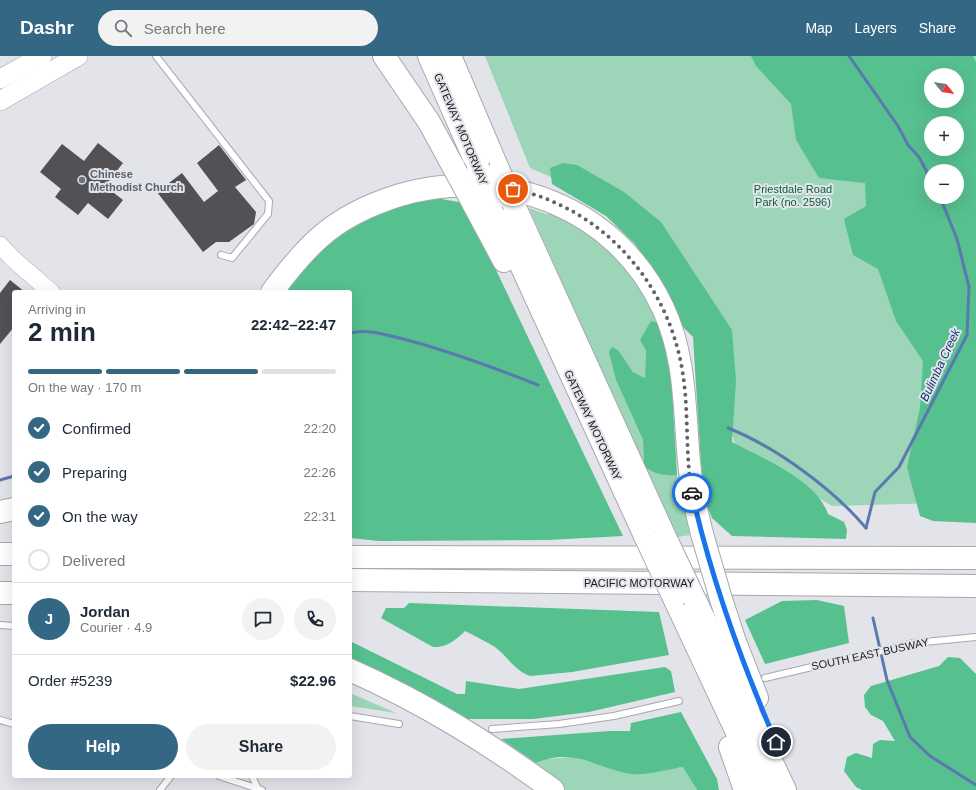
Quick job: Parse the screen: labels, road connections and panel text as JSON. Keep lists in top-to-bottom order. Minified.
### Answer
{"streets":{"highway":["GATEWAY MOTORWAY","PACIFIC MOTORWAY"],"lane":["SOUTH EAST BUSWAY"]},"water":["Bulimba Creek"],"parks":["Priestdale Road Park (no. 2596)"],"places":["Chinese Methodist Church"],"north":"bottom right","page":{"header":"Dashr","search":"Search here","nav":["Map","Layers","Share"],"map_buttons":["+","−"],"heading":["2 min","Arriving in","22:42–22:47"],"panel":["Jordan","Courier · 4.9","Order #5239","$22.96"],"bar":"On the way · 170 m","list":[["Confirmed","22:20"],["Preparing","22:26"],["On the way","22:31"],"Delivered"],"round":"J","buttons":["Help","Share"]}}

Your objective ::
Transcribe the full listing exactly, but keep every image out of it.

Answer to this problem ::
Quick job: Parse the screen: labels, road connections and panel text as JSON. Keep lists in top-to-bottom order. Minified.
### Answer
{"streets":{"highway":["GATEWAY MOTORWAY","PACIFIC MOTORWAY"],"lane":["SOUTH EAST BUSWAY"]},"water":["Bulimba Creek"],"parks":["Priestdale Road Park (no. 2596)"],"places":["Chinese Methodist Church"],"north":"bottom right","page":{"header":"Dashr","search":"Search here","nav":["Map","Layers","Share"],"map_buttons":["+","−"],"heading":["2 min","Arriving in","22:42–22:47"],"panel":["Jordan","Courier · 4.9","Order #5239","$22.96"],"bar":"On the way · 170 m","list":[["Confirmed","22:20"],["Preparing","22:26"],["On the way","22:31"],"Delivered"],"round":"J","buttons":["Help","Share"]}}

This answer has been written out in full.